In patients with metastatic clear cell renal cell carcinoma (ccRCC), vascular endothelial growth factor receptors (VEGFR) and immune checkpoints are 2 of the main therapeutic targets. Researchers from France recently investigated the impact of duration of exposure to antiangiogenics on immunotherapy clinical outcomes in metastatic ccRCC.
A total of 354 patients were recruited from the NIVOREN trial, which examined the impact of nivolumab in patients with metastatic RCC who had progressed during or after prior systemic antiangiogenic regimens. Patients who had received nivolumab after only 1 prior antiangiogenic therapy were enrolled.
Response rate, clinical benefit, progression-free survival (PFS), and overall survival (OS) were analyzed based on the duration of first-line therapy (<6 months, ≥6 months) and in patients with long first-line exposure (≥18 months). Levels of 8 different plasma proteins and cytokines were recorded and compared based on first-line antiangiogenic duration.
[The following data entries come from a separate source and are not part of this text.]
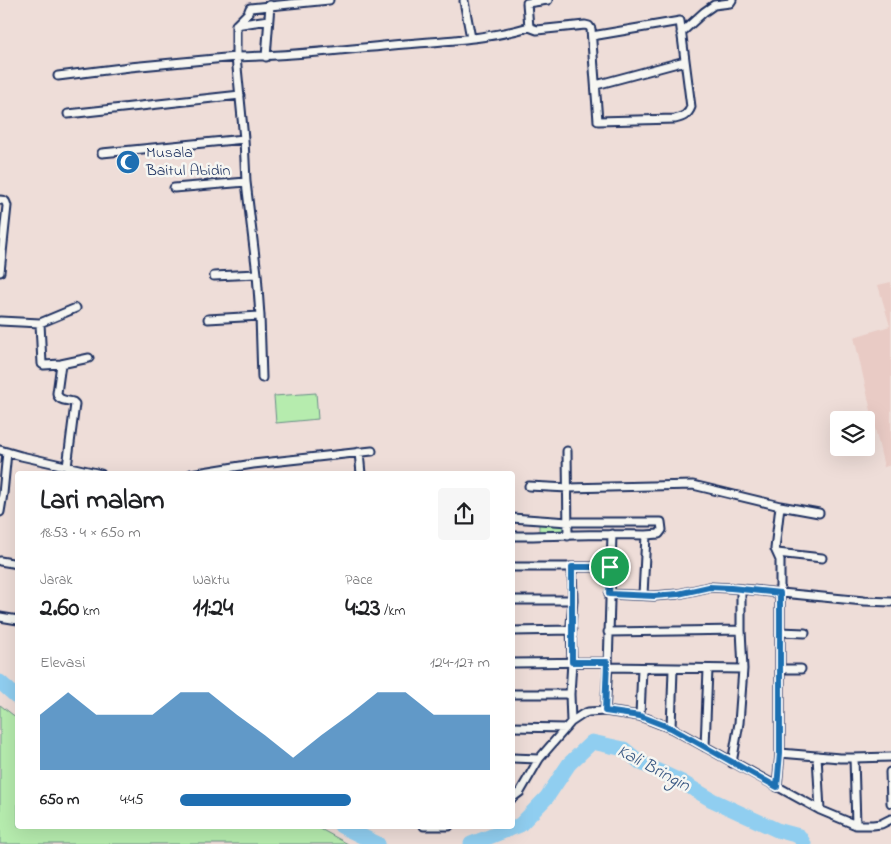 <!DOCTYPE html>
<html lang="id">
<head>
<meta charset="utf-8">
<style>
  body { margin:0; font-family:"Indie Flower",sans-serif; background:#f6f6f6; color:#202124; height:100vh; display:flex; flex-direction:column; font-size:19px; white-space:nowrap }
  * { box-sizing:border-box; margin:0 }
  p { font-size:16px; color:#757577 }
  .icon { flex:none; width:28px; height:28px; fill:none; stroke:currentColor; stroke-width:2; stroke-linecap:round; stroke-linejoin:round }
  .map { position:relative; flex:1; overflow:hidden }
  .panel { position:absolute; left:15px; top:471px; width:500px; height:358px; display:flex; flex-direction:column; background:#fff; border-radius:5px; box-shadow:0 5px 20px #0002 }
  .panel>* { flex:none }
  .fabs { position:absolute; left:830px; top:411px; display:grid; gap:10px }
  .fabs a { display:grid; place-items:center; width:45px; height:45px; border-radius:5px; background:#fff; box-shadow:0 5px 20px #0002; font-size:25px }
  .pin { position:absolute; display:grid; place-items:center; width:42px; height:42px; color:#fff; margin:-21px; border:2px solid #fff; border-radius:50%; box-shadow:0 1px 5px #0007 }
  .round { display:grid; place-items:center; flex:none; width:52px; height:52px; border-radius:5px; background:#f6f6f6 }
  .summary { display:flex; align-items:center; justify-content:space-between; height:85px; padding:0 25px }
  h1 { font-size:28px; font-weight:800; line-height:38px }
  .stats { display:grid; grid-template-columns:repeat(3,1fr); gap:8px; height:85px; padding:5px 25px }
  .stats div { display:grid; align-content:center }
  .stats b { font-size:25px; font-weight:800 }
  .stats small { font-size:14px; font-weight:400 }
  .stats p { font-size:14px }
  .chart { height:140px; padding:10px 25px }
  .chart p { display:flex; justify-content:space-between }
  .chart svg { width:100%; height:90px; margin-top:5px; fill:#1f6fb2; opacity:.7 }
  ul { padding:0 25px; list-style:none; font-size:16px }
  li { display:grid; grid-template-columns:80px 60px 1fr; align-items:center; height:38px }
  li i { height:12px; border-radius:6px; background:#1f6fb2 }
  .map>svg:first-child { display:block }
  .built { fill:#e9cbc5 }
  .green { fill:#b6ecae; stroke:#688e86 }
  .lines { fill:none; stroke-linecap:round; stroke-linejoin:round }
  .river { stroke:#90cef0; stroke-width:15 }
  .minor-casing { stroke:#1b2f5e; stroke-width:11 }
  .minor { stroke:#f6f6f2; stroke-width:7 }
  .route-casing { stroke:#fff; stroke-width:10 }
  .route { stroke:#1f6fb2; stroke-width:6 }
  .labels { text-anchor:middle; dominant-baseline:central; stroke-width:5; stroke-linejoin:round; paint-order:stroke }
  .poi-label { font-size:16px; fill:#1b2f5e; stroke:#f6f6f2; text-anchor:start }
  .water-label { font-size:18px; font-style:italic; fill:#385782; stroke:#f6f6f2 }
</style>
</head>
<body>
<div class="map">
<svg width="891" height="844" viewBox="0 0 891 844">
  <rect width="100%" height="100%" fill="#eeddd8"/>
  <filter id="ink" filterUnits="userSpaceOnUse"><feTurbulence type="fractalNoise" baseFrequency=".02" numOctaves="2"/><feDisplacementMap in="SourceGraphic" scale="10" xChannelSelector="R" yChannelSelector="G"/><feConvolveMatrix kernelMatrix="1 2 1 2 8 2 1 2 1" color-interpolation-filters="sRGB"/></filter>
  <g filter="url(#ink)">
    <!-- built -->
    <path class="built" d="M891 282V465L884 467 854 337 890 326 878 285Z"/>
    <!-- green -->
    <path class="green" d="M316 393 318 419 276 423 274 396Z
      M564 523V534H539V524Z
      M0 705 17 718 18 826H315L348 844H0Z"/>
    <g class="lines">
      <!-- river -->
      <path class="river" d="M0 682 18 698
        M341 826 378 844
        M471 844 520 825 547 797 569 764 592 742 624 749 641 763 680 781 712 800 777 830 799 836 804 844"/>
      <!-- minor casing -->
      <g class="minor-casing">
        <path id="minor" d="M464 1 471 38
          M236 25 268 20
          M529 27 537 30 585 25 589 26 591 29 598 121 675 119C683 117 688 115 691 107L680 21 592 36
          M681 33 704 12 714 5 730 3 732 0
          M266 57 270 5
          M58 76 130 67 236 57V25L248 13 250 8 329 0
          M596 85 685 61
          M68 114 240 95
          M102 153 244 139
          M174 188 246 182
          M0 200C5 200 6 201 7 206L0 272
          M214 276 257 274
          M208 319 260 316
          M0 321 40 323 76 308
          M40 323 42 364 44 365 61 364 89 358
          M61 364 57 393C58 401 66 400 73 402L75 404 67 467
          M262 378 260 316 257 274 246 182 244 139 236 57C288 56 341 50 393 45 438 41 485 40 529 27L527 3 548 0
          M0 450 21 456 101 474
          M567 451 568 536
          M359 452 361 474
          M191 474 253 464 372 451
          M529 486 568 488 693 485 780 506 775 549 780 560V753L777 787
          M780 506 819 513
          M0 512 3 494 7 452
          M512 518 568 522H661L662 530 659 534 646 535 643 595
          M512 536C557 536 601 533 646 535
          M777 553 822 558
          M0 561 18 564
          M512 567H610
          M609 594 654 596 678 594 709 587 731 588 864 601 891 602
          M512 600H573
          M0 617 18 620
          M512 631 572 630
          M608 632 741 630
          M780 632 805 633
          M512 663 607 662
          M608 667 743 669
          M780 669H801
          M512 694H570
          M605 711 608 667 612 534
          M640 716 642 668
          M571 722 570 694 572 662 571 625 573 600 572 567
          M512 727 566 728
          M671 728 673 669
          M705 747 708 669
          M780 753 840 758H854L856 825
          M817 756 820 810
          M512 758 539 759
          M854 758 891 757
          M732 763 739 723 743 669 741 630V589
          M890 772 891 803
          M512 798 520 792 539 759 571 722 583 714 588 712 605 711 640 716 671 728 820 810 856 825H873L881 824 891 819
          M424 826H449"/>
      </g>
      <!-- minor -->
      <use href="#minor" class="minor"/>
    </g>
  </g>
  <g class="lines" filter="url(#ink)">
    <!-- route casing -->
    <g class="route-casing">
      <path id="route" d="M572 567H610L609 594 654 596 678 594 709 587 731 588 780 593V753L777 787 671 728 640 716 605 711 607 662H572C572 631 572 599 572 567Z"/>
    </g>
    <!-- route -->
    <use href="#route" class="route"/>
  </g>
  <!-- icons -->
  <defs>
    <g id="mosque-disc" transform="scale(1.25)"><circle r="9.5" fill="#1f6fb2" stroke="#f6f6f2"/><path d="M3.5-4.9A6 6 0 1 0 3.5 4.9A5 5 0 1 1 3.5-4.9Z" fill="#fff"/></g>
  </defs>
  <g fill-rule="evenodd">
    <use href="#mosque-disc" x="128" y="162"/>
  </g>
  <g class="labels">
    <!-- poi labels -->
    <g class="poi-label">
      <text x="146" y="153">Musala<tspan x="146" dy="18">Baitul Abidin</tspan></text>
    </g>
    <!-- water labels -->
    <g class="water-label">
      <text transform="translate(653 769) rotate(28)">Kali Bringin</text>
    </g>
  </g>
</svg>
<div class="fabs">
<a><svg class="icon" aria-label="layers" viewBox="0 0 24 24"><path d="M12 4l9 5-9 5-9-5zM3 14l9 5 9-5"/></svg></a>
</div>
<div class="pin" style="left:610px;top:567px;background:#1e9e55"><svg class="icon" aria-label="arrive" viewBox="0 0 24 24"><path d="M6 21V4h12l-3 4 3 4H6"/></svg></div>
<section class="panel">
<div class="summary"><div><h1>Lari malam</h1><p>18:53 · 4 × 650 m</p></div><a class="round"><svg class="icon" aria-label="share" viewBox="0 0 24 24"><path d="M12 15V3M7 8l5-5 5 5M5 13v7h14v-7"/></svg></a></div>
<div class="stats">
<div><p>Jarak</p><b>2.60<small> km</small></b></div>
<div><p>Waktu</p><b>11:24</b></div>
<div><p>Pace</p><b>4:23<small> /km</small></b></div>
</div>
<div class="chart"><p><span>Elevasi</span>124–127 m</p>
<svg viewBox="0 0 160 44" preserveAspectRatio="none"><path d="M0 44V17L10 6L20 17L30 17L40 17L50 6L60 6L70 17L80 27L90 38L100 27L110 17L120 6L130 6L140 17L150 17L160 17V44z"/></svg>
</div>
<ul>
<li><b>650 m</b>4:45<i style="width:55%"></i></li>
</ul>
</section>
</div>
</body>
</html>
A total of 127 (36%) patients received a first-line antiangiogenic for <6 months, while 227 (64%) received it for ≥6 months. The duration of first-line therapy was not associated with objective response to nivolumab (20.5% vs 23.9%; P=.50) or PFS (hazard ratio [HR], 0.92; P=.421). The median OS was 16.6 months in the <6 months subgroup and 31.3 months in the ≥6 months subgroup. Patients who had a longer treatment duration in the first-line setting had longer OS (HR, 0.73; P=.017).
Nivolumab activity in the second line is independent from first-line duration of VEGFR, but first-line VEGFR duration ≥6 months was associated with longer OS.